A brief analysis of three ways to achieve low power consumption in MCU

　　Today's electronic products have higher and higher requirements for low power consumption. The problem of product power consumption is a problem that often gives product designers headaches but has to face. The power consumption of a system with a single-chip microcomputer as the core is mainly composed of the power consumption of the single-chip microcomputer and the power consumption of the single-chip microcomputer's peripheral circuits. To meet the low power consumption requirements of the single-chip microcomputer system, it is easy to choose a single-chip microcomputer with low power consumption characteristics. Because a single-chip microcomputer with low power consumption characteristics can greatly reduce the power consumption of the system, this can be examined from the power supply voltage, internal structure, system clock and low power mode of the single-chip microcomputer. In order to minimize the power consumption of the controller. There are roughly three ways to achieve it: reducing the power consumption in the working mode, reducing the power consumption in the sleep mode, and shortening the wake-up time from sleep to work.

　　Reducing power consumption in working mode is the first task to be overcome, and most manufacturers that have launched low-power MCUs have already done it. The biggest problem is that lower system frequency or operating voltage must be used to save power, but it cannot affect the performance of the product. Integrating power management is a good method. Mike Salas, director of microcontroller product marketing at Silicon Labs, a manufacturer with a focus on this field, said that integrating a proprietary DC-DC converter can reduce the operating voltage of the operating mode to 0.9V, so that the same function can be used with only one battery instead of two batteries.
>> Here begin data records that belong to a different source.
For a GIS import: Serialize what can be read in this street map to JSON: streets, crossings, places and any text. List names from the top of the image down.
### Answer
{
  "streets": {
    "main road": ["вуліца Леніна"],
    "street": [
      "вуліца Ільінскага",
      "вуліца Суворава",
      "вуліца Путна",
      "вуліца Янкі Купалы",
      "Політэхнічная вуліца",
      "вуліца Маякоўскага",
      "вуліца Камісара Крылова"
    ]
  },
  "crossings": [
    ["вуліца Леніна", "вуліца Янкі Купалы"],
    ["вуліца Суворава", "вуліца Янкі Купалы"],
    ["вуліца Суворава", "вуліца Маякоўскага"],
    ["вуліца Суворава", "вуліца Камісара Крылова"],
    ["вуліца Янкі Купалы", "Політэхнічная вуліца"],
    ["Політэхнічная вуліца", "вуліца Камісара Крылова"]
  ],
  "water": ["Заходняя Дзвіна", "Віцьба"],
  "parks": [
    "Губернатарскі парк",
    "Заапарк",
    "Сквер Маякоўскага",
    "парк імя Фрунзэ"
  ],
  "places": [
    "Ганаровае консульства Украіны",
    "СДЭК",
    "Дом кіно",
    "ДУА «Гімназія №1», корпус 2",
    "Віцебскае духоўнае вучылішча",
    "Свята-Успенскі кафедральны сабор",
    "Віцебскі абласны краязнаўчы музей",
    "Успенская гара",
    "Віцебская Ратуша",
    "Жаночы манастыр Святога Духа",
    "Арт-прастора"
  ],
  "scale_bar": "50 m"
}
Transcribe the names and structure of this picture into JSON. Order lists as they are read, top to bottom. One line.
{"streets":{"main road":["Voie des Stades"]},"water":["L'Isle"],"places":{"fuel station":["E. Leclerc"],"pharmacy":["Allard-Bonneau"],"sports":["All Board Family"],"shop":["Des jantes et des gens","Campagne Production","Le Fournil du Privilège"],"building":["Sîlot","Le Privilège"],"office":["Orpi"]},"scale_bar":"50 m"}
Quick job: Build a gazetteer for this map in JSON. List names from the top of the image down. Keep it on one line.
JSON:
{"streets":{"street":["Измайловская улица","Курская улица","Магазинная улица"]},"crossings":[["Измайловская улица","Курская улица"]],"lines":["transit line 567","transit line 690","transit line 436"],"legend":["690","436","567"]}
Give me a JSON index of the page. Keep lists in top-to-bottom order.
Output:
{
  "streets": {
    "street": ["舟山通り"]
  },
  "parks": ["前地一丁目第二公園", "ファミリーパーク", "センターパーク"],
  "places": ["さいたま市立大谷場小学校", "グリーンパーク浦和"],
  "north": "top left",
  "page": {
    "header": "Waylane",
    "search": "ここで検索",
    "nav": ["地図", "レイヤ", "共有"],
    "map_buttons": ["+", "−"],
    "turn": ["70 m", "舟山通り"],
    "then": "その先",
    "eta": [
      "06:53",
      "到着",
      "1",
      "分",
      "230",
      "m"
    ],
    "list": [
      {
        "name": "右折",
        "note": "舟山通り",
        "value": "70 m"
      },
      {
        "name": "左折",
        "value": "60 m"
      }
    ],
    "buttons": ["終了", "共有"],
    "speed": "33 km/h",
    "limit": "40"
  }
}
　　MCU can be divided into two types according to its memory type: the type without on-chip ROM and the type with on-chip ROM. For the chip without on-chip ROM, an external EPROM must be connected to it for application (typical chip is 8031). The chip with on-chip ROM is further divided into on-chip EPROM (typical chip is 87C51), MASK on-chip mask ROM (typical chip is 8051), on-chip FLASH (typical chip is 89C51), etc. Some companies have also launched chips with on-chip one-time programmable ROM (One Time Programming, OTP) (typical chip is 97C51). MASKROM MCU is cheap, but the program is solidified at the factory, which is suitable for applications where the program is fixed; FALSHROM MCU program can be repeatedly erased and written, which is very flexible, but the price is higher, which is suitable for applications that are not sensitive to price or for development purposes; OTPROM MCU price is between the first two, and at the same time has one-time programmable capability, which is suitable for applications that require both flexibility and low cost, especially electronic products with constantly updated functions and need to be mass-produced quickly.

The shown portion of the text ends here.